▶ _TASK GOAL_
Your answer should be a single number: the count of lines in the entries below that contain "Helene".

[Saved data entries]
──────────────────────────────

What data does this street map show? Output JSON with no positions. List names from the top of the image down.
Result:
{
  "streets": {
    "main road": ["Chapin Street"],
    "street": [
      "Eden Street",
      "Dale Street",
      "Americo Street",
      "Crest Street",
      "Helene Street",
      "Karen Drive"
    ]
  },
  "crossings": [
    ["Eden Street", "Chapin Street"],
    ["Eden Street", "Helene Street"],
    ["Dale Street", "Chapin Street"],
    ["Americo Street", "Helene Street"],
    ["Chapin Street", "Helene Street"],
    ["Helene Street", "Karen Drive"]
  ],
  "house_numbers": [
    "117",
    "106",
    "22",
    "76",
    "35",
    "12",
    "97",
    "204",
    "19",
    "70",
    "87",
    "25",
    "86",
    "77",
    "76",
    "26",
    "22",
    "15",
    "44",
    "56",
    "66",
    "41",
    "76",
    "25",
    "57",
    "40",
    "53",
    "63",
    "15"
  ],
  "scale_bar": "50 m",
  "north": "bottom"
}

──────────────────────────────

▶ _ANSWER SECTION_
5